“I would rather come back without my arms and legs then come back without my brother,” said a World War II veteran. He and his brother were part of the June 6, 1944 D-Day invasion. His brother was killed the first day. This poignant example of loyalty to a loved one can be seen in Ken Burns’ remarkable World War II documentary, “The War”.

Sadly, this kind of loyalty is rare. What’s equally sad, though the anger that boils up in me when I encounter it delays my feeling sorry for the perpetrator, are the people who tell others they can be counted on if times get tough when, in truth, the can’t be counted on at all. I call it lip-service loyalty. Lip-service loyalists are more than willing to say they are loyal to others as long as they don’t have to be loyal to others.

For those of you who fall into this lip-service category, let me just say, shut your mouth. I mean it. Shut-up. You do damage and wound when you offer up some gussied up sentence about how loyal you are and how much you care. Those who believe you get badly wounded when they find out you are a bullshit artist, an earlier term for the lip-servicers among us.
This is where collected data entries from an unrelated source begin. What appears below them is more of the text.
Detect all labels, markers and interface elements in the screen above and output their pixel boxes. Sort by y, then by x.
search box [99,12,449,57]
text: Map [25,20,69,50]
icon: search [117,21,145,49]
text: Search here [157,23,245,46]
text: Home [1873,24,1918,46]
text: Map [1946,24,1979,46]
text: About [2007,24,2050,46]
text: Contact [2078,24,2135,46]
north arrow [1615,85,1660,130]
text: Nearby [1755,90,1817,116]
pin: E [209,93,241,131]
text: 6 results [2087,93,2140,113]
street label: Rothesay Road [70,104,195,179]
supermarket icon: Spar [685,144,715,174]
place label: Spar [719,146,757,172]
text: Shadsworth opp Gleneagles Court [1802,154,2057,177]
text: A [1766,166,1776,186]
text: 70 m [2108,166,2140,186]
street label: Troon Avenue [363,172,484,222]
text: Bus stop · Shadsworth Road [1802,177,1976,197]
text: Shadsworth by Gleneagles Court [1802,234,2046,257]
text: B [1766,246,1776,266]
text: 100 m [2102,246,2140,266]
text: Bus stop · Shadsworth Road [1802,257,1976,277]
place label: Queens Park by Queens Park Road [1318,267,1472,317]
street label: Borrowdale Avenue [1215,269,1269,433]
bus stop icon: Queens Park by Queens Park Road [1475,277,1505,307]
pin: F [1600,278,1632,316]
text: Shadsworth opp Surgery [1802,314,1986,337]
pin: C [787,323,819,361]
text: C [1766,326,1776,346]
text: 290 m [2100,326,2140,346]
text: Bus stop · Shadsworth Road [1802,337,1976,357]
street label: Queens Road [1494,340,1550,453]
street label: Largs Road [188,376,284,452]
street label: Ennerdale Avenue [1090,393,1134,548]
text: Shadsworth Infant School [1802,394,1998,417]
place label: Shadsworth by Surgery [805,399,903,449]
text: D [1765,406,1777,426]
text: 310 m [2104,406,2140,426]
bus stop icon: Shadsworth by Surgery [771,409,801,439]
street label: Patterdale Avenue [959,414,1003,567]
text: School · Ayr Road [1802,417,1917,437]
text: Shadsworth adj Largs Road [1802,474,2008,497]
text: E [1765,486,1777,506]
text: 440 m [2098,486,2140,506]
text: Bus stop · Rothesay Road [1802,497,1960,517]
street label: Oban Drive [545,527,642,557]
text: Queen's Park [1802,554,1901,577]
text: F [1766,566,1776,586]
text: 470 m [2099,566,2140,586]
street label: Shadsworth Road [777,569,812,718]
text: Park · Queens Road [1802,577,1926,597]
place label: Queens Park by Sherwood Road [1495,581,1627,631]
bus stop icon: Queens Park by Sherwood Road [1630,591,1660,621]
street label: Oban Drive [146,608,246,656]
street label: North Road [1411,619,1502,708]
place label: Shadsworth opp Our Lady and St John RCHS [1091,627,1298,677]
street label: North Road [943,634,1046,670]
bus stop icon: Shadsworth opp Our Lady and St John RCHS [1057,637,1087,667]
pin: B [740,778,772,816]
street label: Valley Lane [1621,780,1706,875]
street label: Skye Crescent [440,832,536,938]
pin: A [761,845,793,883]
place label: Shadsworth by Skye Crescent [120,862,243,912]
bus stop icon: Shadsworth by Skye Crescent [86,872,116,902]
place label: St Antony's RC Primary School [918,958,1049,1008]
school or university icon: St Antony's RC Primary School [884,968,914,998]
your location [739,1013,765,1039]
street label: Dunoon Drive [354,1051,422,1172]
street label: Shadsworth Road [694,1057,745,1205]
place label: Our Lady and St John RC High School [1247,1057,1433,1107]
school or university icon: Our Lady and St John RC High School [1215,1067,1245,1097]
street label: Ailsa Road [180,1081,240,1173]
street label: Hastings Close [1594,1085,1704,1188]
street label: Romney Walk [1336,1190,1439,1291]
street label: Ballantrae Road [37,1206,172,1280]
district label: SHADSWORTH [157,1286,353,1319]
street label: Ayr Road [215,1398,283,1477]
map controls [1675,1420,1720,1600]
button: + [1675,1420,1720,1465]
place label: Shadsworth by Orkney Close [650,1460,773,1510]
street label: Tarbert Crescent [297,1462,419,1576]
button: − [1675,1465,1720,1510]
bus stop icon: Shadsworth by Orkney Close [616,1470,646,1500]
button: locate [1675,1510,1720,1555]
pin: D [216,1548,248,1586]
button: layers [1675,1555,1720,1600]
I am not saying there is no loyalty out there. Recently I took a truly hard hit in life and even wrote an e-mail to those I believed in asking for help. In response ,some folks have been breathtakingly loyal and helpful. And then there were those who didn’t respond at all and those who said they would help and never did. Some years ago I would have told this latter group to go fuck themselves. But I think I’ll just let it go. And that’s not lip service.